As mentioned in HTML 4.01 spec what should be done when html renderer cannot display a symbol is up to renderer. Current code renders all characters with code 0..255 but skip all the others silently. I prefer lynx/links approach to this problem. If they should display symbol which cannot be displayed properly in current locale they render ascii-only representation of this symbol, e.g. "α" -> "a", "Χ" -> "X", "∗" -> "*".
Included small patch does that for all entities mentioned in html.c and this table is much more compact than links' one and does not allow transliteration of foreign language as links does.
I believe that this patch is a temporary solution for this problem and when dillo migrates on GTK2 and this problem will be solved mush more reliable and elegant way by using standard symbol fonts via fontsets.
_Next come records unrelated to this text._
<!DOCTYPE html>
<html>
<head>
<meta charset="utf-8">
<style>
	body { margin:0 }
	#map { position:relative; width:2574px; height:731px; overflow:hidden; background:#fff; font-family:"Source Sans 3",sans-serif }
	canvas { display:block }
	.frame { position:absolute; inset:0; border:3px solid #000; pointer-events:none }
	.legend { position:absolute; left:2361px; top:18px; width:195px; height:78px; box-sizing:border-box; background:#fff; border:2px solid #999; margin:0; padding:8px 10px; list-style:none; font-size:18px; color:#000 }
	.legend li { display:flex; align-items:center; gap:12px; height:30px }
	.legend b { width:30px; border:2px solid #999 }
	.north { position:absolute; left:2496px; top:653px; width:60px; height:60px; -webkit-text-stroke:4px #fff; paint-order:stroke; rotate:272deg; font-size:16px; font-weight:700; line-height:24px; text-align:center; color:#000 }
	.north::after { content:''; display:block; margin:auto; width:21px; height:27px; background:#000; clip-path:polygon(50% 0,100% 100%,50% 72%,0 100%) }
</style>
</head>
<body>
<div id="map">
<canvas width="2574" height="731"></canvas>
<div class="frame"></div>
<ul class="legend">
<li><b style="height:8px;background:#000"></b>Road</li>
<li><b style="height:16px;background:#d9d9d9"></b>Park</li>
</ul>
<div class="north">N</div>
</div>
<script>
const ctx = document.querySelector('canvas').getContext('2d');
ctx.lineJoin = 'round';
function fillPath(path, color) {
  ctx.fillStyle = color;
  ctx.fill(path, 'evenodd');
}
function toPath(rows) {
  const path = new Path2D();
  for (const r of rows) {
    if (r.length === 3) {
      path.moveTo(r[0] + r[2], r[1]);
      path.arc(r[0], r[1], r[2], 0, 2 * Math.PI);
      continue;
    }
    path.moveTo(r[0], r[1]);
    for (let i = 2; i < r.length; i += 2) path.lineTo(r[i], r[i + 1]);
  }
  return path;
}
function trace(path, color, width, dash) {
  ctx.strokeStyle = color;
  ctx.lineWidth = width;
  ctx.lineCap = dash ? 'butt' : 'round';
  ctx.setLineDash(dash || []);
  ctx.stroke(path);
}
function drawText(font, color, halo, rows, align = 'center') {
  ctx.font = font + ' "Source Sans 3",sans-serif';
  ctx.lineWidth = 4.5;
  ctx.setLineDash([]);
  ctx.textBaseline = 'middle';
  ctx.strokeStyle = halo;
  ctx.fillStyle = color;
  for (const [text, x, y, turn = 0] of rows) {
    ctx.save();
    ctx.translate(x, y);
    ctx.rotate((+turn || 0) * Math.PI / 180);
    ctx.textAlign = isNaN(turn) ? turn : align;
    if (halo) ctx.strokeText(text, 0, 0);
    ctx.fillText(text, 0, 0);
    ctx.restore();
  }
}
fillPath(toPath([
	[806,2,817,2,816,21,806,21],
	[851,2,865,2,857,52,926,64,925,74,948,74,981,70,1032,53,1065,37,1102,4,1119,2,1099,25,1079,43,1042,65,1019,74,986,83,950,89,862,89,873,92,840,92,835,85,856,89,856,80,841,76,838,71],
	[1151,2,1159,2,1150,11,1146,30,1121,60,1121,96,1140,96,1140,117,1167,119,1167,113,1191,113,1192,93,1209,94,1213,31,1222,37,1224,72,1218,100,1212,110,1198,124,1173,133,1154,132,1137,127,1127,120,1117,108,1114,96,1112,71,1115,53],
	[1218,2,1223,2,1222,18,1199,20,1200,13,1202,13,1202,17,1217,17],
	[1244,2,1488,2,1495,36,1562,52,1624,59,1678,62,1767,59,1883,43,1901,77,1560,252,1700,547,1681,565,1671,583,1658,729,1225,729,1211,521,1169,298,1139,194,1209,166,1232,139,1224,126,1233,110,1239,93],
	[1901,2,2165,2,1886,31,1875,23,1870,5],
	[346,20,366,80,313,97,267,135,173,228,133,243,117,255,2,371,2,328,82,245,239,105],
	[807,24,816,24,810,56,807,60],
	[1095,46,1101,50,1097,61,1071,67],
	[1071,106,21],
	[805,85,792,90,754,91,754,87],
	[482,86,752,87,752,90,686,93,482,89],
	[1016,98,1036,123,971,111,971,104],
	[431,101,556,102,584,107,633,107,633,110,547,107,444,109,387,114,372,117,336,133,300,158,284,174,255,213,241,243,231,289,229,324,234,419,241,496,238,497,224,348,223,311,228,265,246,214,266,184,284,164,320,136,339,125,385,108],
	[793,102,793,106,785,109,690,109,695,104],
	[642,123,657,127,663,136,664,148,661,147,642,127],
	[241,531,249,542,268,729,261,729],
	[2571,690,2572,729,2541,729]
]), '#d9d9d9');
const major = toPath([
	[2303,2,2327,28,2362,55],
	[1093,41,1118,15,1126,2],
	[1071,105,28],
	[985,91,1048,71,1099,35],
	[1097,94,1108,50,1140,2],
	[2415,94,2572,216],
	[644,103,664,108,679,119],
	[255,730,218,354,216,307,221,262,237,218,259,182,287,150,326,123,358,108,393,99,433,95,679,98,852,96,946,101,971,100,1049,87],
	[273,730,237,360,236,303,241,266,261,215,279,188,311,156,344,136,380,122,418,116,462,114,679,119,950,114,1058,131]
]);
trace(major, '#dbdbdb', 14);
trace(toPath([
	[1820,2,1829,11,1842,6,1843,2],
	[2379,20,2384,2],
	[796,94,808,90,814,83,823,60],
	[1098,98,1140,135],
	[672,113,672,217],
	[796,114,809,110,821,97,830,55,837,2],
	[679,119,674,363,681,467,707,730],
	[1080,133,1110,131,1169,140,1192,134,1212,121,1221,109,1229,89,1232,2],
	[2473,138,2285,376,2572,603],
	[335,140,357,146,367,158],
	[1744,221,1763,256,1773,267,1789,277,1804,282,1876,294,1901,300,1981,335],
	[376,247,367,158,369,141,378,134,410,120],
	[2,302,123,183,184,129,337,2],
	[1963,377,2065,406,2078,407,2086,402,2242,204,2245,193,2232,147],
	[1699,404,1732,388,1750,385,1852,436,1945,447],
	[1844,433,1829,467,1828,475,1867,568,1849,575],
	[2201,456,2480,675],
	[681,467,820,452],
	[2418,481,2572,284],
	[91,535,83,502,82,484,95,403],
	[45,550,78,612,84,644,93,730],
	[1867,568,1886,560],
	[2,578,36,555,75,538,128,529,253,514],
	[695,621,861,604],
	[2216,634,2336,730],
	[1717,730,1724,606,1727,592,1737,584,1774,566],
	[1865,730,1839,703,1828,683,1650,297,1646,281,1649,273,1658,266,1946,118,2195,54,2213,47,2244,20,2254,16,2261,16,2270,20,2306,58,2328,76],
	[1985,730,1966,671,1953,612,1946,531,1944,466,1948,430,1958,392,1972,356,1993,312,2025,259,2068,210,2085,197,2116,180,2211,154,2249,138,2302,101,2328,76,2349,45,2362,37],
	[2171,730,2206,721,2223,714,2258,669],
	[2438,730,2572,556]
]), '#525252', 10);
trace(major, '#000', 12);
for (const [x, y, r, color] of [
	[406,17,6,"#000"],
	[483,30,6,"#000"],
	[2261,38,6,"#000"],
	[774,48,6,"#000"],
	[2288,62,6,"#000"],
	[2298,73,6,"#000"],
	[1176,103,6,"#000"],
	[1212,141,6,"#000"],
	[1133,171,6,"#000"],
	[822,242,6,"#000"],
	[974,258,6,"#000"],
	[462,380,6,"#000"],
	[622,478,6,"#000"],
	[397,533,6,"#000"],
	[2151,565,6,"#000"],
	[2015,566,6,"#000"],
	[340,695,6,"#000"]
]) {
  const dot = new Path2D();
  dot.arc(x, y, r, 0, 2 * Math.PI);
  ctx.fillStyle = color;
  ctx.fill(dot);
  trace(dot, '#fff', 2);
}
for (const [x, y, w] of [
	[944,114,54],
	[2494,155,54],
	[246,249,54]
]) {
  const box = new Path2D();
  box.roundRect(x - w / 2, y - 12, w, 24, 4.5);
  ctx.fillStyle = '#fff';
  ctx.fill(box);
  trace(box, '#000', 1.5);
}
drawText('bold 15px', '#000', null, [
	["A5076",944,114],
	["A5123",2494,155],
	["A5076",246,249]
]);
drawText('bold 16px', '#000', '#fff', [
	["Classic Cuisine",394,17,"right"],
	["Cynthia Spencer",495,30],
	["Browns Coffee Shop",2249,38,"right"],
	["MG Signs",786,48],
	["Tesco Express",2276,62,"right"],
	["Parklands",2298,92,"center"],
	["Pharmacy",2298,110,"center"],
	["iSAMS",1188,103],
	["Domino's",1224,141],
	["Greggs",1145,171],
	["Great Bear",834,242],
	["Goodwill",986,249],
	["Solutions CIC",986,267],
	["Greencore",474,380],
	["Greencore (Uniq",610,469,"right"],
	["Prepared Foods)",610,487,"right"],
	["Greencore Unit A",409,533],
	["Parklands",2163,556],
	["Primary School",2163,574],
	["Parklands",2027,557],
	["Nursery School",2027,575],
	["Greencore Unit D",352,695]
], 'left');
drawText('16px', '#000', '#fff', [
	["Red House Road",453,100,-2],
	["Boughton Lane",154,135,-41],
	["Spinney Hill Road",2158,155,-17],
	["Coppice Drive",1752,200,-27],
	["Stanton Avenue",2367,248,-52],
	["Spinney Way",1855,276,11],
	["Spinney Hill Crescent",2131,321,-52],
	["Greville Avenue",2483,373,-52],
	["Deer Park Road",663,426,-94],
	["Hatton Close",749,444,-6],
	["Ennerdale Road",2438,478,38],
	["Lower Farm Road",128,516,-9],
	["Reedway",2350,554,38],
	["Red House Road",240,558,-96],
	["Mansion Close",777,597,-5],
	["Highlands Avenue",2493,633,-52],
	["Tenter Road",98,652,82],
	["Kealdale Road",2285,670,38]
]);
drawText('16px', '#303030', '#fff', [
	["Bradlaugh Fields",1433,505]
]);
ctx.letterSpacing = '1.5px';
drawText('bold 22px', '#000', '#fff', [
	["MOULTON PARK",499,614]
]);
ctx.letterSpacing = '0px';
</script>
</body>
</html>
Yes, the plan is to handle them properly with GTK+2. Now, considering the current development plan, it'd be good to have an interim workaround. After reviewing the implementation in the patch, I'd prefer not to intermix it with the current (correct but incomplete) way of handling entities. For instance, defining another entities table that's to be used when the entity is not found in the current one is a good way to separate the workaround code! I'd like to add to this new table some important numeric character references (UTF-8) that are usually found in web pages these days. Things like: "—" "’" "“" "”" This could help our rendering while we get to GTK+2. Please let me know if you want to improve it this way! Cheers Jorge.- PS: With regard to "saving entered datas in forms", after some WEB research, I found it's somewhat obscure to know whether there's a way to do it the "standard way". Some sources like caching and some others hate it. As we know, caching form data can be a huge security threat. That mainly depends on what data is remembered and on the user's environment. For instance, some banks refuse to work with browsers that cache the pages (verifying browser signatures), with a view to protect their customers from eavesdropping (as it could happen when they make an operation and leave for a while to the bathroom; Any person in the same office can click a few Backs and read what was done and read the hand-typed camps). I'd appreciate some more research on this topic (certainly a time-comsuming task I can't work on now). To know what some serious browsers do, is a good starting point. One of our objectives is personal security and privacy, and it takes a lot of work.